Task description: Show every line in the entries below where the word "lane" appears.

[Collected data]

▼

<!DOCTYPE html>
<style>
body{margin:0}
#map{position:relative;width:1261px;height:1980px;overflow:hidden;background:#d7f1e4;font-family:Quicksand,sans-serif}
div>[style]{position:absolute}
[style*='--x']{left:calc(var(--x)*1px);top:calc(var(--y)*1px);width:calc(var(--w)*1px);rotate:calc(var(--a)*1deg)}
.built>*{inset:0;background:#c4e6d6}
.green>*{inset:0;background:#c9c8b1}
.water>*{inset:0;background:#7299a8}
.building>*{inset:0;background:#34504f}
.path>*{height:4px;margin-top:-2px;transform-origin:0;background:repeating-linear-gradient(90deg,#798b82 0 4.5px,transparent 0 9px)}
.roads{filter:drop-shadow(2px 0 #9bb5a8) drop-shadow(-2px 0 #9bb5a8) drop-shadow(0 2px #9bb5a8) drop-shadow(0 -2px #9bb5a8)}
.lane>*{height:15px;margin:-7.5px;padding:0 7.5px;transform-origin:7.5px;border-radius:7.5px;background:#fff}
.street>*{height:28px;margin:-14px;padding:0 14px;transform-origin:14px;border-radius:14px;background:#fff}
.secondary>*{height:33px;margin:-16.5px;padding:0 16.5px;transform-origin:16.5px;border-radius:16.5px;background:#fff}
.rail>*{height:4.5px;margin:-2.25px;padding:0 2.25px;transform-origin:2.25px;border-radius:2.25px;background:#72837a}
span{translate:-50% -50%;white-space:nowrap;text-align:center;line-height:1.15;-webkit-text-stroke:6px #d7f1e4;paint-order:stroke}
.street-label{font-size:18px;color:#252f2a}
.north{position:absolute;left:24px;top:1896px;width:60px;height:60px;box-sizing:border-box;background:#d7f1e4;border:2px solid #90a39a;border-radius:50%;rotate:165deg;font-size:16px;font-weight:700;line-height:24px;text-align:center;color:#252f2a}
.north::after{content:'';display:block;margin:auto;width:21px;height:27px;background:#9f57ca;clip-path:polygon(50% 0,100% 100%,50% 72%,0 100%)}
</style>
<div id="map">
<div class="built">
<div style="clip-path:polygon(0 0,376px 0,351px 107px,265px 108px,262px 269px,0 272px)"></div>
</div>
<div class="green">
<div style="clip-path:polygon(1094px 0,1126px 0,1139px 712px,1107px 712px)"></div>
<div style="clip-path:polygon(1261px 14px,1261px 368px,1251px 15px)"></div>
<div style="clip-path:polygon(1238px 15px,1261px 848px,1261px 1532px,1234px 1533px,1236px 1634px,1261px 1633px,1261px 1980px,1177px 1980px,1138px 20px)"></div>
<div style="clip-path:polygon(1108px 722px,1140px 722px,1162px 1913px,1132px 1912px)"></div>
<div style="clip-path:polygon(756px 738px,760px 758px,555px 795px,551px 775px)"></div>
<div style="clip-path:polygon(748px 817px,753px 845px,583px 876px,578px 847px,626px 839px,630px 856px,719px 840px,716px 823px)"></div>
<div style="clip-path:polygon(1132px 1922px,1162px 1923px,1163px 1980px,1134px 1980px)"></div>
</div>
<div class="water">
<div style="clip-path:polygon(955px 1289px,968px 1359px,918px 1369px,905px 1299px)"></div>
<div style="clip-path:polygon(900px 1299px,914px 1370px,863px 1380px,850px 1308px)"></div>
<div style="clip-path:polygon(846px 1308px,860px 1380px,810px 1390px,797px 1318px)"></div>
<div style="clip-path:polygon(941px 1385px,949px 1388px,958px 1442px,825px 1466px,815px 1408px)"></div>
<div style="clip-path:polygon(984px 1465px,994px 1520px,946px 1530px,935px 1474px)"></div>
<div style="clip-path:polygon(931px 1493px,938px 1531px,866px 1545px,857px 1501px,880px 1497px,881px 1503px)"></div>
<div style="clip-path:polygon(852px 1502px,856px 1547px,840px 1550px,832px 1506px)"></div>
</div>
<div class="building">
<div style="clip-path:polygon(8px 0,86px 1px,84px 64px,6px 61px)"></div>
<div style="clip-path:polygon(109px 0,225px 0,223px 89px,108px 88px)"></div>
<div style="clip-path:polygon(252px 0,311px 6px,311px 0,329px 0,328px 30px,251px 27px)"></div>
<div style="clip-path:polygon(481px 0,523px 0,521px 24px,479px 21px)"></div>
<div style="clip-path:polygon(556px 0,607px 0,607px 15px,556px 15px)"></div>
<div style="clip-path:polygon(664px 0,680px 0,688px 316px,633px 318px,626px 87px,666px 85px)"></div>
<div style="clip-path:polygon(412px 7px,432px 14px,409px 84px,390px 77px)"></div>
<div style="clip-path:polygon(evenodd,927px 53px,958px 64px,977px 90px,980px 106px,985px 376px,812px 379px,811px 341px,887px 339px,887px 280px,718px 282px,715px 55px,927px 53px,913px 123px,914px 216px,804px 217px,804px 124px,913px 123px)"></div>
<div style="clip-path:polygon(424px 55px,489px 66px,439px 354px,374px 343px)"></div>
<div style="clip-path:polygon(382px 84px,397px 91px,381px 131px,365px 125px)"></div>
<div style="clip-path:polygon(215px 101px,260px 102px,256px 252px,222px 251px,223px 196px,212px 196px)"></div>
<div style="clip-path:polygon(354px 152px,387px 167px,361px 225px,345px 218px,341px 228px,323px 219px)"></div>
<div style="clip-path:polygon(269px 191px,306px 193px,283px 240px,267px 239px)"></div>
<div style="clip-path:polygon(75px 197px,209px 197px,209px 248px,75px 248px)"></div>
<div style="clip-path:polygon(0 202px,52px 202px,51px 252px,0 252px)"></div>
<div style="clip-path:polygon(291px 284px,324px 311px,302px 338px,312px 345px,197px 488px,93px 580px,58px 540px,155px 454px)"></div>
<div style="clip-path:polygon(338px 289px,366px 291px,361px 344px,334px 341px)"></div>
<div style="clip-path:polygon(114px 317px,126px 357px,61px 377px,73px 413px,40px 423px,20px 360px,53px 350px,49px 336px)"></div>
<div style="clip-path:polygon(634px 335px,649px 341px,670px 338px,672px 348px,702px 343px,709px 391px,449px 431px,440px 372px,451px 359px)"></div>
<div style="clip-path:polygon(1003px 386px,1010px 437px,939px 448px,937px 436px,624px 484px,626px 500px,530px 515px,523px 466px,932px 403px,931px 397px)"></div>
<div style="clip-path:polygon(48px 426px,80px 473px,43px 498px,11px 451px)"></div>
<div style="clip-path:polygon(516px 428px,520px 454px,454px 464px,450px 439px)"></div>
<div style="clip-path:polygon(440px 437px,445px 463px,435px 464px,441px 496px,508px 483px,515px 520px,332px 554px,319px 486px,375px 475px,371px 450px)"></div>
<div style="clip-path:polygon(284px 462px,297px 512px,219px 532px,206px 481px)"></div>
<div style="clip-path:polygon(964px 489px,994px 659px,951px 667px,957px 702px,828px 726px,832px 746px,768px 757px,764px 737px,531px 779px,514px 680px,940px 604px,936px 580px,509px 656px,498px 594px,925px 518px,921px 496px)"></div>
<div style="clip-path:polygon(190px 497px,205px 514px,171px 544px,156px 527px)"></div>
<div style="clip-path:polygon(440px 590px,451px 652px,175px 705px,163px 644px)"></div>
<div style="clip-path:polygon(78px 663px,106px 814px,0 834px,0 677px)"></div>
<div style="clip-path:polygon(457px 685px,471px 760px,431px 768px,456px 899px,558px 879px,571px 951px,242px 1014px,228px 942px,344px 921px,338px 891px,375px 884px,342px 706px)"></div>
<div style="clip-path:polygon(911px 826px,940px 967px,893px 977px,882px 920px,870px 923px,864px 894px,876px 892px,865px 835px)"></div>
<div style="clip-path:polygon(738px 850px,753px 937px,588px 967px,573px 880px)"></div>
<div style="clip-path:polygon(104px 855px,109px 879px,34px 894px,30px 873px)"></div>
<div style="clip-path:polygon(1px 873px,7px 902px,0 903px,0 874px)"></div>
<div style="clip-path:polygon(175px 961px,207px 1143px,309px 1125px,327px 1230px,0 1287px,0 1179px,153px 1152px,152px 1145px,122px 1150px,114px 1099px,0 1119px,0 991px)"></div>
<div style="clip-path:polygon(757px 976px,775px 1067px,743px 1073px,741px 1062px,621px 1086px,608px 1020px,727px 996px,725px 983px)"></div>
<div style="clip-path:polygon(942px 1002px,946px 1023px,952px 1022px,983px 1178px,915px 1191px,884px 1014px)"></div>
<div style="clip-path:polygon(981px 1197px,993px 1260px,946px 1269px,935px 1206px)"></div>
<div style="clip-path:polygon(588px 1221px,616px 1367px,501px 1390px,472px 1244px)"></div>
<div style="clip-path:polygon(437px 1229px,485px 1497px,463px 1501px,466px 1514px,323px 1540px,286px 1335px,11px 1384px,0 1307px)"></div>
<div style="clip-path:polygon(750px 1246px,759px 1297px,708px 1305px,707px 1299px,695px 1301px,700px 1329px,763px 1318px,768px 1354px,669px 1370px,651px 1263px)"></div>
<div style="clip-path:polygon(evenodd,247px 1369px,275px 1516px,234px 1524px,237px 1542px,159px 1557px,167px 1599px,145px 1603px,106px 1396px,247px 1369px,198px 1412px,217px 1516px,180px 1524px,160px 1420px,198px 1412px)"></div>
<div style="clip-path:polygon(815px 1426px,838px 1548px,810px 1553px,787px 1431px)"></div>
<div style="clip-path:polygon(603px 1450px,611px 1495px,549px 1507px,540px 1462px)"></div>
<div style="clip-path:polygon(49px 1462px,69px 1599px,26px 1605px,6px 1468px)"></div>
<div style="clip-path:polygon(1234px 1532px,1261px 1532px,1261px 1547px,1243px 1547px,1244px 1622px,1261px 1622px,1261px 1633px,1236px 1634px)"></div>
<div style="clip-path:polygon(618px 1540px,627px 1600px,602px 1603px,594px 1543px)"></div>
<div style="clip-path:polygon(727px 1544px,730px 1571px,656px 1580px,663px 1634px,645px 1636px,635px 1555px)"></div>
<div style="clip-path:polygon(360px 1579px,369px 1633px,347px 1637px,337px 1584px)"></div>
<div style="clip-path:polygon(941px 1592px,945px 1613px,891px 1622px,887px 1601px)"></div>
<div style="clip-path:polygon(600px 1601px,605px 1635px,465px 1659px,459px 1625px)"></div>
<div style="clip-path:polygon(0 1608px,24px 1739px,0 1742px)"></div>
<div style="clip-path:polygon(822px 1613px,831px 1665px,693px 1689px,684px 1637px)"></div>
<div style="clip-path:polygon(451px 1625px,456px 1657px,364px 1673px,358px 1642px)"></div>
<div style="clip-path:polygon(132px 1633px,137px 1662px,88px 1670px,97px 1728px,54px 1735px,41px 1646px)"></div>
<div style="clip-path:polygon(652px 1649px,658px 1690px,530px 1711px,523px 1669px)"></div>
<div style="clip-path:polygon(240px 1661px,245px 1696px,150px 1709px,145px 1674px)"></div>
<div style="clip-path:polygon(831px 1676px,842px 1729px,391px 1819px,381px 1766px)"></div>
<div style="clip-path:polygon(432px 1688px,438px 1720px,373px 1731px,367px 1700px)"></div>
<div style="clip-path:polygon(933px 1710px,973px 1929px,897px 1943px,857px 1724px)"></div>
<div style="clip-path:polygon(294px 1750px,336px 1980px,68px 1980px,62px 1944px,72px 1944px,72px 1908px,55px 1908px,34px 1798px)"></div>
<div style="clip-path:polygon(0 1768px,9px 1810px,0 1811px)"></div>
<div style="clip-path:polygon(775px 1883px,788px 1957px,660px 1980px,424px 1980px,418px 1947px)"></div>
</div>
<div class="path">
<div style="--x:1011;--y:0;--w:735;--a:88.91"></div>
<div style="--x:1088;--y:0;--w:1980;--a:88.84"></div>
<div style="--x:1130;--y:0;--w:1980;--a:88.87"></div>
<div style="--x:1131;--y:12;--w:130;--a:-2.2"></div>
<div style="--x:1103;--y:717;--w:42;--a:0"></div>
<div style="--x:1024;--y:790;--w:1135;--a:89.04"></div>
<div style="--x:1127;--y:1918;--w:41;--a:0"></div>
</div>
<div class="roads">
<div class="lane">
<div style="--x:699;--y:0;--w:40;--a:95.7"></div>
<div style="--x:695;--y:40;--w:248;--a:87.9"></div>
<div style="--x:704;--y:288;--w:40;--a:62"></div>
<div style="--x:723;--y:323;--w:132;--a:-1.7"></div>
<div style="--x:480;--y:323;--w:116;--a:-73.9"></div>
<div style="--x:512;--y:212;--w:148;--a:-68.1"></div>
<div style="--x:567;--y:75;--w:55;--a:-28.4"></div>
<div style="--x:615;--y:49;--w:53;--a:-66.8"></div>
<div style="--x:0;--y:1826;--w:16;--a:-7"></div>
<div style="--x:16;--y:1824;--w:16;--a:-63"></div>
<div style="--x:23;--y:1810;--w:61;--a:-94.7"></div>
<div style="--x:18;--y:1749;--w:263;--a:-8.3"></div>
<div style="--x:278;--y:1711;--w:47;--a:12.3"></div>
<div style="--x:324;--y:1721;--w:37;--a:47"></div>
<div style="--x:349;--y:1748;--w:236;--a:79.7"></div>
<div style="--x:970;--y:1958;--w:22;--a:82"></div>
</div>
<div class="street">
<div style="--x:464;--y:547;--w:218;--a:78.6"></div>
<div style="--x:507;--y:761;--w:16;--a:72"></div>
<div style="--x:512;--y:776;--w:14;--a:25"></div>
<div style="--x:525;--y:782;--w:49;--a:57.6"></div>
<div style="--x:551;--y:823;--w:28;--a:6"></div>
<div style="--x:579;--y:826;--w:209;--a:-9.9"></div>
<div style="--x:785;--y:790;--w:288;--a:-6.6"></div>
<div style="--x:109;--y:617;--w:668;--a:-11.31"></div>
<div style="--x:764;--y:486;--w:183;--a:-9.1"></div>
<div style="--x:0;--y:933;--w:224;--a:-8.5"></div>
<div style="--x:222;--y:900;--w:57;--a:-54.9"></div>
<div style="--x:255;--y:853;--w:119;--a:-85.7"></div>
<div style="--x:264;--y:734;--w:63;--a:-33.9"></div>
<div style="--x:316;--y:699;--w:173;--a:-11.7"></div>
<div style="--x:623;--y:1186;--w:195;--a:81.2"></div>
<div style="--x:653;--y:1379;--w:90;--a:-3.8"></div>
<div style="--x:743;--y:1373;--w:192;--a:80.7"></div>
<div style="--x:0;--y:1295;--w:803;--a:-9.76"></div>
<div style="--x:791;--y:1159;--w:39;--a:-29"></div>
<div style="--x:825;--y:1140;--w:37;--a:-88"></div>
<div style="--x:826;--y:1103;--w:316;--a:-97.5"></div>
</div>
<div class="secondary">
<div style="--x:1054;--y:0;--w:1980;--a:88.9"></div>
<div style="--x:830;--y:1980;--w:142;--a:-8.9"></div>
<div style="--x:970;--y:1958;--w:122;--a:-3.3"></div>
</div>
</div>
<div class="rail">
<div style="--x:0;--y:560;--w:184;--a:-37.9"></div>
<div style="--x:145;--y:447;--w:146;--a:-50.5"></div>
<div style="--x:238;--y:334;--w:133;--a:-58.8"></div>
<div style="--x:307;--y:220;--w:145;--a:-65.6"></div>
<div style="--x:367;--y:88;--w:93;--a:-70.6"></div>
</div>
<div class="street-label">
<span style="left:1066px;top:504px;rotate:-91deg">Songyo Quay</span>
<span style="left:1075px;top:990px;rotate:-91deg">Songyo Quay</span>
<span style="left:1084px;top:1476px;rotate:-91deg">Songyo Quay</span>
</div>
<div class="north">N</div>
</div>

▲

Exercise response:
.lane>*{height:15px;margin:-7.5px;padding:0 7.5px;transform-origin:7.5px;border-radius:7.5px;background:#fff}
<div class="lane">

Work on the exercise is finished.